This transcript is based on Zuisei's talk notes and may differ slightly from the final talk.

This is called “Singularity” by Marie Howe:
(after Stephen Hawking)
   
Do you sometimes want to wake up to the singularity
we once were?

so compact nobody
needed a bed, or food or money—

nobody hiding in the school bathroom
or home alone

pulling open the drawer
where the pills are kept.

For every atom belonging to me as good
Belongs to you.     Remember?
There was no
Nature.    No
them.    No tests
to determine if the elephant
grieves her calf    or if

the coral reef feels pain.    Trashed
oceans don’t speak English or Farsi or French;

would that we could wake up    to what we were
—when we were ocean    and before that
to when sky was earth, and animal was energy, and rock was
liquid and stars were space and space was not

at all—nothing

before we came to believe humans were so important before this awful loneliness.

Can molecules recall it?
what once was?    before anything happened?
No I, no We, no one. No was
No verb    no noun
only a tiny tiny dot brimming with

is is is is is

All    everything    home

Marie Howe was the state poet for New York in 2012. She wrote this poem a few weeks after Stephen Hawking’s death in 2018. He who proposed the concept of singularity, the moment in which the universe began—at least, as we know it now. The poem is speaking about that time before anything was, but it speaks of this moment as well … and this one … this is is is is is … This moment in which all, everything, is home.

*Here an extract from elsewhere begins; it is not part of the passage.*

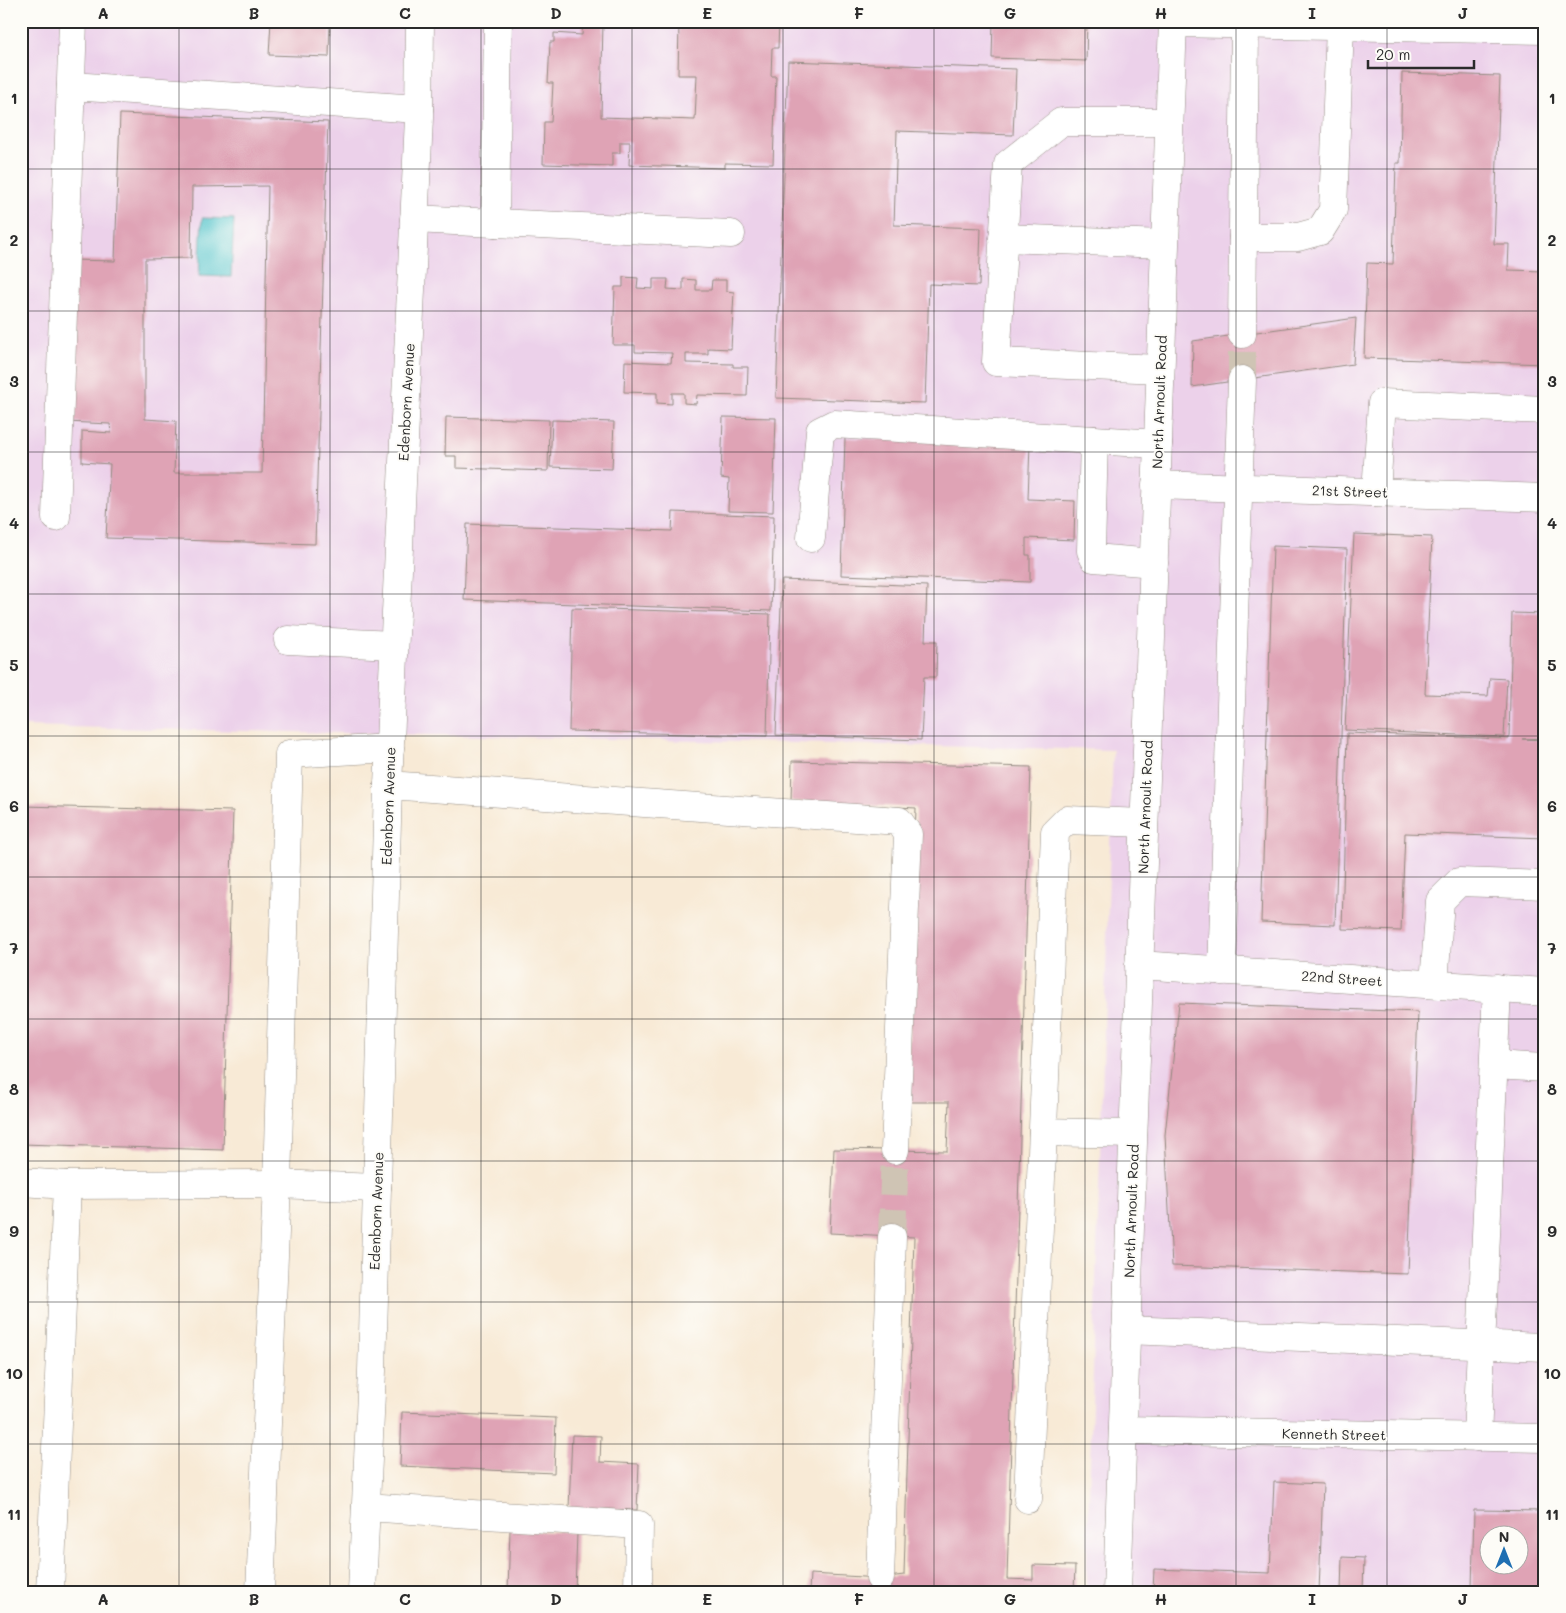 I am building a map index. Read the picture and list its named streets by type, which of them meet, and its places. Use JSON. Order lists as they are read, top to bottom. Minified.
{"streets":{"street":["Edenborn Avenue","North Arnoult Road","21st Street","22nd Street","Kenneth Street"]},"crossings":[["North Arnoult Road","21st Street"],["North Arnoult Road","22nd Street"],["North Arnoult Road","Kenneth Street"]],"scale_bar":"20 m","north":"top","grid":{"columns":["A","B","C","D","E","F","G","H","I","J"],"rows":["1","2","3","4","5","6","7","8","9","10","11"]}}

That’s what I’d like to speak about: finding home or coming home in this now, this now-here. As a fellow teacher and writer described “nowhere” in the Book of 24 Philosophers: “God is described as a circle whose center is everywhere and its circumference is nowhere.” That’s exactly what the moment is like—a limitless, all encompassing now. A tiny, tiny dot brimming with is is is

Another poet, Margaret Gibson, once gave an interview in which she described standing on her porch at night, looking up at the stars, and all of a sudden wondering, “What if there’s nothing?” She says her mind stopped. Everything was suddenly still and empty. Then she got scared because if there’s nothing, "What does that mean about me, about the world?" She was about six when that question popped into her mind. To reassure herself, she thought, “Well, that’s ridiculous, that there’s nothing, because who’s the one asking? Who’s the one wondering? That proves there has to be something.” And just like that, all life came rushing back. With words, with thought, she brought everything into being. Let me repeat that: With thought, with words, she brought everything into being. Do you understand?

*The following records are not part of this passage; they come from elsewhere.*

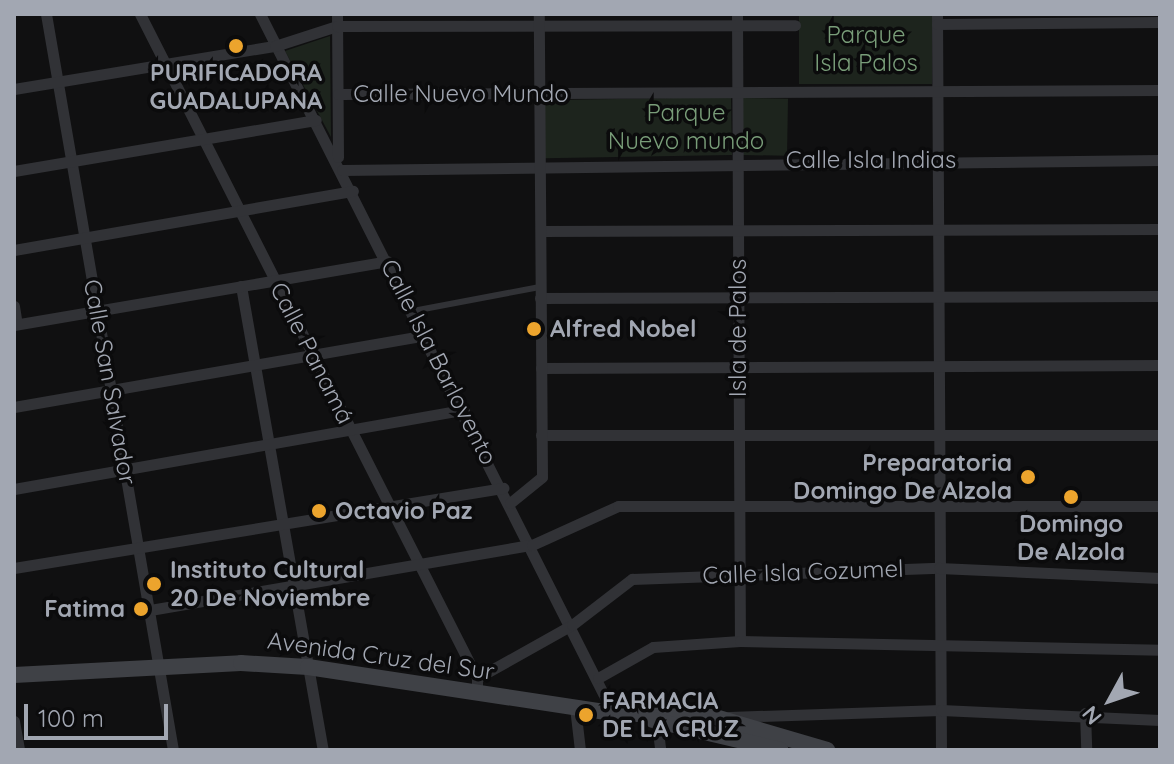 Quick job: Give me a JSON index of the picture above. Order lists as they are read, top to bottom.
{
  "streets": {
    "main road": ["Avenida Cruz del Sur"],
    "street": [
      "Calle Nuevo Mundo",
      "Calle Isla Indias",
      "Isla de Palos",
      "Calle Panamá",
      "Calle Isla Barlovento",
      "Calle San Salvador",
      "Calle Isla Cozumel"
    ]
  },
  "crossings": [
    ["Calle Nuevo Mundo", "Isla de Palos"],
    ["Calle Isla Indias", "Isla de Palos"],
    ["Calle Isla Indias", "Calle Isla Barlovento"],
    ["Isla de Palos", "Calle Isla Cozumel"],
    ["Calle Panamá", "Calle Isla Cozumel"],
    ["Calle Panamá", "Avenida Cruz del Sur"],
    ["Calle Isla Barlovento", "Calle Isla Cozumel"],
    ["Calle Isla Barlovento", "Avenida Cruz del Sur"],
    ["Calle San Salvador", "Avenida Cruz del Sur"],
    ["Calle Isla Cozumel", "Avenida Cruz del Sur"]
  ],
  "parks": ["Parque Isla Palos", "Parque Nuevo mundo"],
  "places": [
    "PURIFICADORA GUADALUPANA",
    "Alfred Nobel",
    "Preparatoria Domingo De Alzola",
    "Domingo De Alzola",
    "Octavio Paz",
    "Instituto Cultural 20 De Noviembre",
    "Fatima",
    "FARMACIA DE LA CRUZ"
  ],
  "scale_bar": "100 m",
  "north": "bottom left"
}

But in the moment before, when there was nothing, in that moment, which is this moment, this place, there is no I, no them, no beginning, and no end. There is no suffering, and no end to suffering, or as the Heart Sutra says:

No suffering, no cause of suffering,
no extinguishing, no path, no wisdom and no gain.
No gain and thus the bodhisattva lives Prajna Paramita,
with no hindrance in the mind; no hindrance therefore no fear.

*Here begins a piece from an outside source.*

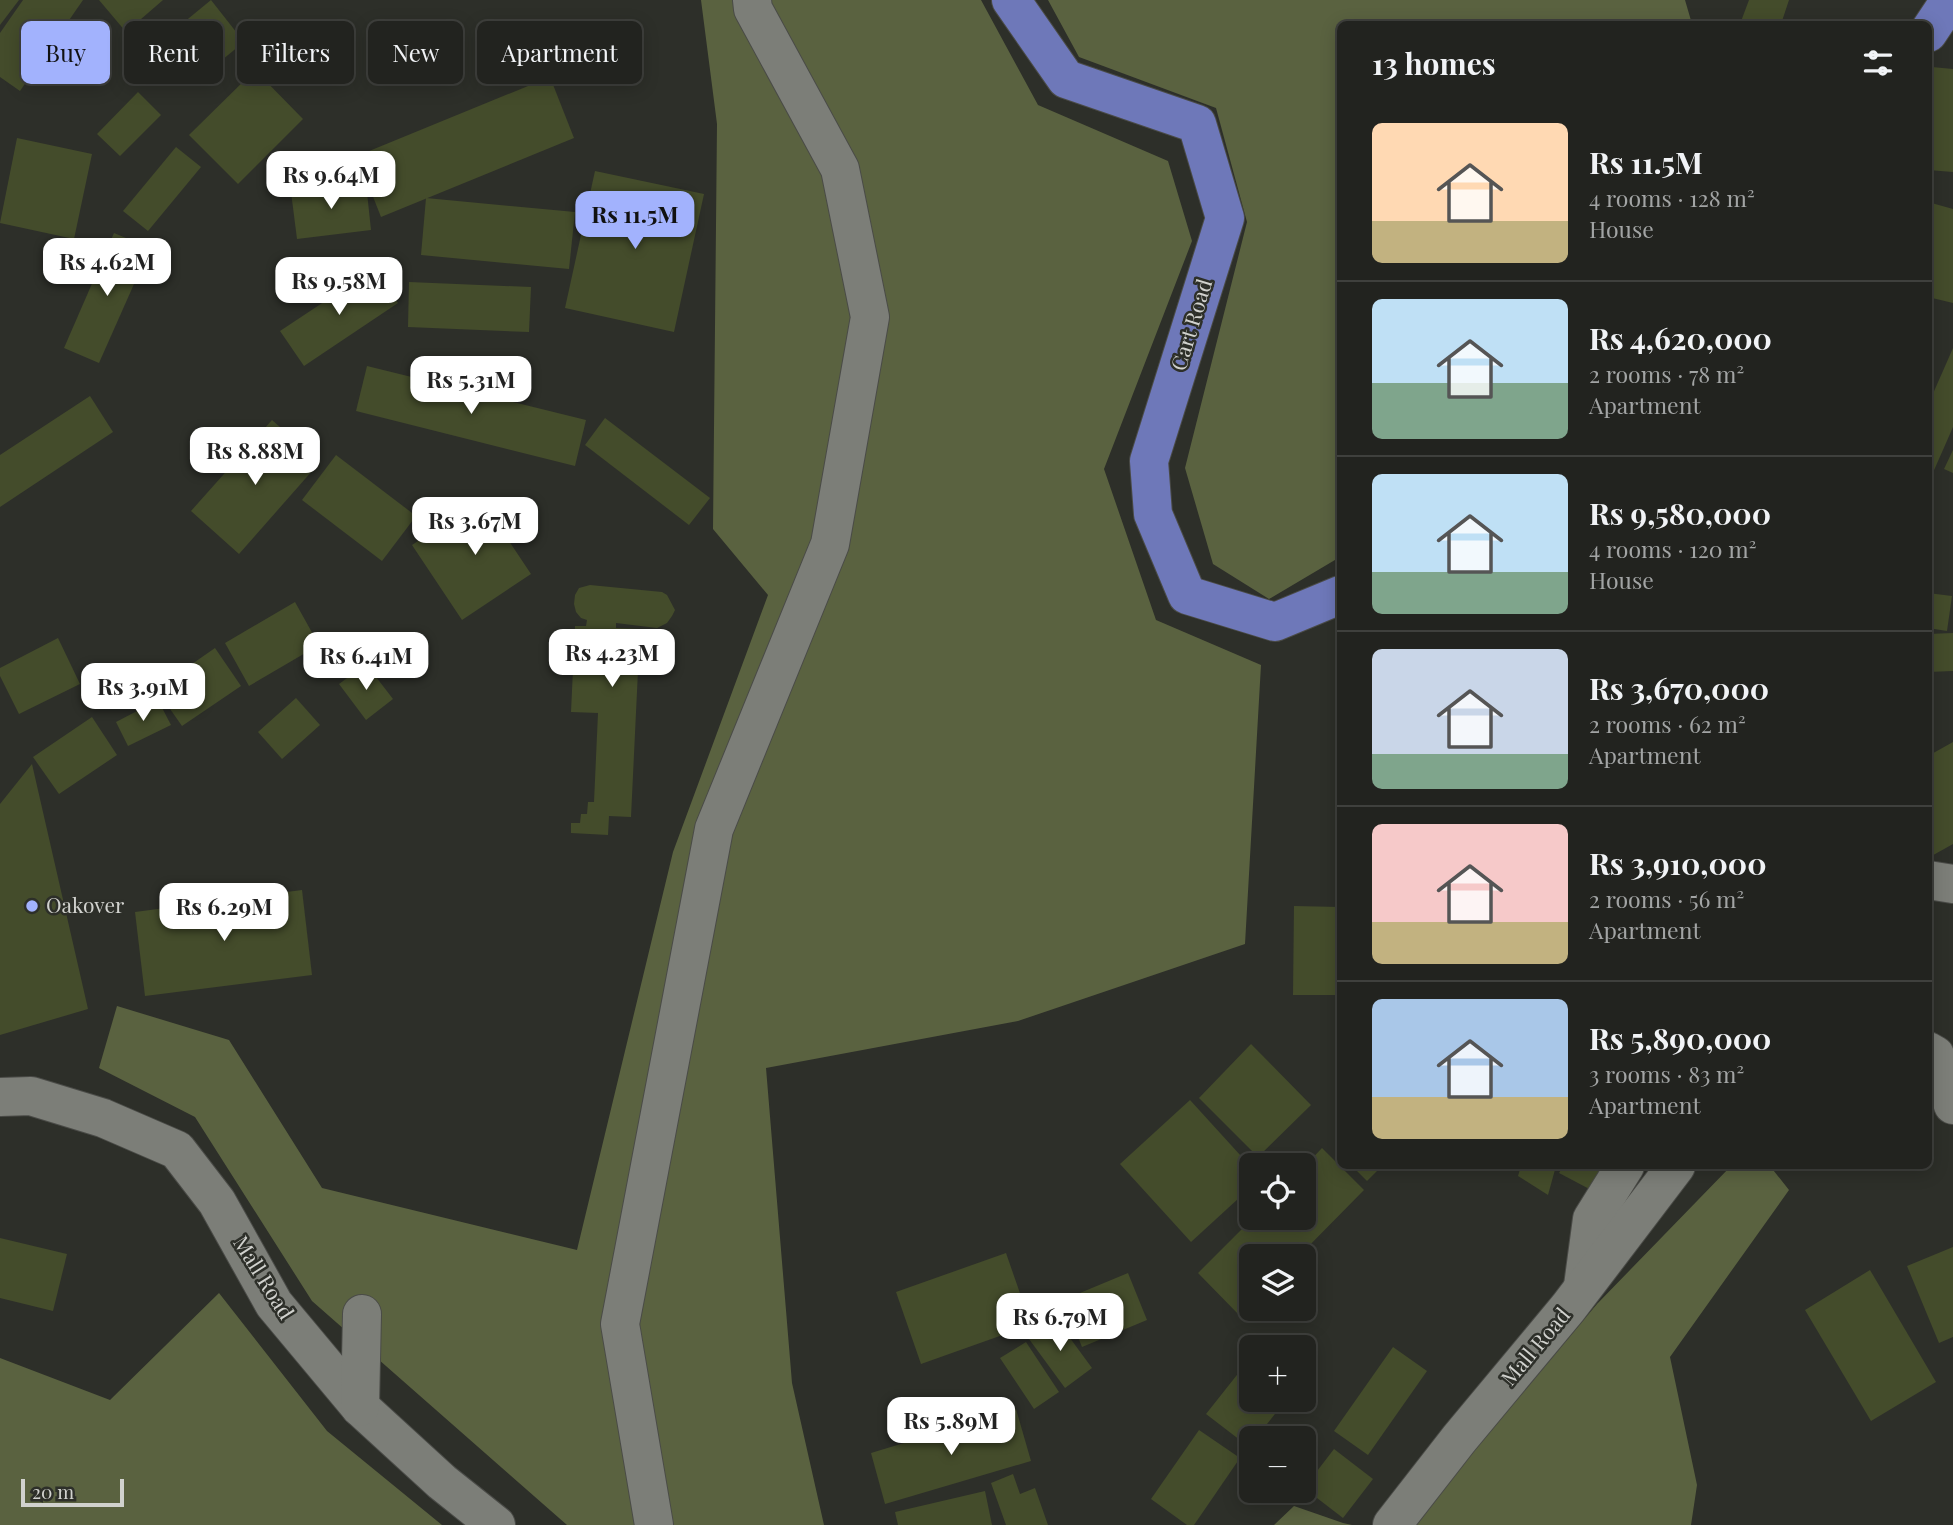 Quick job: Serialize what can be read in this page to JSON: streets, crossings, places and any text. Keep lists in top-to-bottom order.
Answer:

It’s because a bodhisattva recognizes this centerless, borderless circle, that they have no hindrance and therefore no fear. Because this is, that is …thus! That is Home, our home, the place from which everything is born, Prajna Paramita, which is also called the Mother of All Buddhas or the Womb of All Buddhas. Where do you think that is? Who do you think that is?

Have you ever wondered what it would be like to live without fear? Fear of death or of dying? Fear of loss, fear of pain, fear of the other, fear of the unknown? Having no fear of being judged, of falling short, of not being loved? What would it be like to have no hindrance in the mind? To be able to rest, completely, in who we are, where we are, as we are? To rest, “into our aloneness, inhabiting our bodies as a beautiful unspoken question, rather than a fraught and never ending explanation,” as the poet David Whyte said. To inhabit our bodies, not as an explanation, it’s this and this and this and therefore not that and that and that. Our being, not as an explanation, as enumeration, as categorization and all the trouble that comes from these, but as an unspoken, open-ended question: What is this? How is this? And what is the best relationship between this and that?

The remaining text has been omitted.